### [WORK REQUIRED]
Show every line in the entries below where the word "Maple" appears.

——————

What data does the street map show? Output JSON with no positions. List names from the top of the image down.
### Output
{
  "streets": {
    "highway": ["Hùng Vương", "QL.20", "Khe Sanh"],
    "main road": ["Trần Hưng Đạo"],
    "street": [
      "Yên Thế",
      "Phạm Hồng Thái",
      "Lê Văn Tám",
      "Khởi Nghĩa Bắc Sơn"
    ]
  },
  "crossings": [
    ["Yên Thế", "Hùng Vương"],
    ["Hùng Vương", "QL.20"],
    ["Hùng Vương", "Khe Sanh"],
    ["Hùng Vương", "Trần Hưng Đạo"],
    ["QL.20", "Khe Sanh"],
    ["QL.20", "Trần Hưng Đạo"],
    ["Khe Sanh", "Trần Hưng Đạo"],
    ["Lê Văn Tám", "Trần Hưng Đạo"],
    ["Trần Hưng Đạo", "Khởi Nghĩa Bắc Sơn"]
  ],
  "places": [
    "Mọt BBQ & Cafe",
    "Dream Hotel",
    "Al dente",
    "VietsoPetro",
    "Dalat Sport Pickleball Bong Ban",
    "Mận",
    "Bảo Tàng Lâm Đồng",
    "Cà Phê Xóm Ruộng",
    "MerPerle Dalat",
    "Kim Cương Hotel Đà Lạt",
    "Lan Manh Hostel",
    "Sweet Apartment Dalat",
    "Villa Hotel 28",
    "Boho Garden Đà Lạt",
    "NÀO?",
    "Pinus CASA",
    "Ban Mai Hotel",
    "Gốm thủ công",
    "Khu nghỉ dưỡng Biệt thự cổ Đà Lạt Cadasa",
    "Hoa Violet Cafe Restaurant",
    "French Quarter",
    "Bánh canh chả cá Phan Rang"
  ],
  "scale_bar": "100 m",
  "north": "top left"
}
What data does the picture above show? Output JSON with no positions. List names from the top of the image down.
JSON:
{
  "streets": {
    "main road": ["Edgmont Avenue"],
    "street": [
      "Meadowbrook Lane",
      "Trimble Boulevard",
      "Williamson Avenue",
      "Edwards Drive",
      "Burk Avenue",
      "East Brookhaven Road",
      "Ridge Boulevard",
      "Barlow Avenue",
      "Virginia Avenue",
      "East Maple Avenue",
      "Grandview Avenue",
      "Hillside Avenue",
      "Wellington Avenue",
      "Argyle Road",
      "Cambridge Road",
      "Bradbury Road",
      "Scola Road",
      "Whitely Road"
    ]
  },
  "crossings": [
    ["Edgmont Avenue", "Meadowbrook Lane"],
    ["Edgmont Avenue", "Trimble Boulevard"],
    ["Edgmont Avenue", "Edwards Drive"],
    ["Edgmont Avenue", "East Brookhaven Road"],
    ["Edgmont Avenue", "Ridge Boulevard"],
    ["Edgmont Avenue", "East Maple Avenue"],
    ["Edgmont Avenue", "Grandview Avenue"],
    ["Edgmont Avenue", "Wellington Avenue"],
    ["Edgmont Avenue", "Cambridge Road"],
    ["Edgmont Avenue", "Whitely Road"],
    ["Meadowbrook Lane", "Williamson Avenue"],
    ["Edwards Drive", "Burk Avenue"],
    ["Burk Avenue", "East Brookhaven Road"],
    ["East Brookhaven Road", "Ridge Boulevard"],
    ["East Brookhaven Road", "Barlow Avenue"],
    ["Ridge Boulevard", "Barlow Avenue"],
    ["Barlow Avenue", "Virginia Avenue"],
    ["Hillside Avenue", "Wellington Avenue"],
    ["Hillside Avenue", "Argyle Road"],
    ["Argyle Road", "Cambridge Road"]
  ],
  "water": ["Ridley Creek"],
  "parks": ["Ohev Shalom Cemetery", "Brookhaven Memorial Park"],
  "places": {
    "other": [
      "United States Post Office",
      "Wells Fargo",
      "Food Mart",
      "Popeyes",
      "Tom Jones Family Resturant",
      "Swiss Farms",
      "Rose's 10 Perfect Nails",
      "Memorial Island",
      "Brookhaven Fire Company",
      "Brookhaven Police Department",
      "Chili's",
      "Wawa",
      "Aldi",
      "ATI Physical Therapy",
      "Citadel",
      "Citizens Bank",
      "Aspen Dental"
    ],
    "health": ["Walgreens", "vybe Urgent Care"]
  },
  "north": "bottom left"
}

——————

### [EXERCISE RESULT]
      "East Maple Avenue",
    ["Edgmont Avenue", "East Maple Avenue"],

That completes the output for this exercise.